News
British Academy volume wins American Library Association award for Best Historical Material
30 Mar 2023
A book published by the British Academy has won an American Library Association award for Best Historical Material.
African Voices from the Inquisition, Vol. 1: The Trial of Crispina Peres of Cacheu, Guinea-Bissau (1646-1668), edited by Professor Toby Green, Philip J. Havik and Filipa Ribeiro da Silva, provides the first full English translation of an inquisitorial trial based in West Africa. It was selected by the Reference and User Services Association division of the American Library Association, who highlighted the precision of the translation.
The book was published in 2021 in the Fontes Historiae Africanae (Sources of African History) series, an international editing and publishing project that aims to make African history as widely available as possible. The British Academy established the British committee of Fontes Historiae Africanae, through which this volume is published. The book presents the translated and annotated text of the Inquisition trial of Crispina Peres, an African woman born in the Guinea-Bissau region to a Portuguese father and an African mother.
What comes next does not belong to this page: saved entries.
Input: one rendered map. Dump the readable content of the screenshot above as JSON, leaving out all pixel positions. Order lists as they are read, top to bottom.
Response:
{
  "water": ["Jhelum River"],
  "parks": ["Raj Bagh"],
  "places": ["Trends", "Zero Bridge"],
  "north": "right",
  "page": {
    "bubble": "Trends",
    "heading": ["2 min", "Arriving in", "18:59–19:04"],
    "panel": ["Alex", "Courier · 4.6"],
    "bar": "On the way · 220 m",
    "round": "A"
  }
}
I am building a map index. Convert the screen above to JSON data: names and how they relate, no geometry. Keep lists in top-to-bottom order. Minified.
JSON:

Peres was accused of engaging in African rites and witchcraft, imprisoned, and brought before Inquisitioners in Lisbon.
The Introduction to the volume is available to read for free.
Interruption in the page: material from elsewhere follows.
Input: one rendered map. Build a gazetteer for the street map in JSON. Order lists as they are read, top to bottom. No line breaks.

Professor Toby Green is Chair of the British Academy’s Fontes Historiae Africanae committee and a senior lecturer at King’s College London. His 2019 work, A Fistful of Shells: West Africa from the Rise of the Slave Trade to the Age of Revolution, won the British Academy’s Nayef Al-Rodhan Prize for Global Cultural Understanding.
Reflecting on the award, Professor Toby Green said:
“My fellow editors and I are delighted that this volume has been awarded this prize by the American Library Association. We see it as testament to the importance of the publication of scholarly editions of sources of African history. This work would not have been possible without the support of the Academy, through the Fontes Historiae Africanae committee, and we are very grateful for their helping to make this possible.”
Professor Lindsay Farmer, Vice-President of Publishing & Conferences at the British Academy, said:
“We are absolutely delighted that this book has been recognised in this way. It highlights the importance of publishing such historical sources so as to make them available to a wider audience, and the British Academy is proud to be able to support this work.”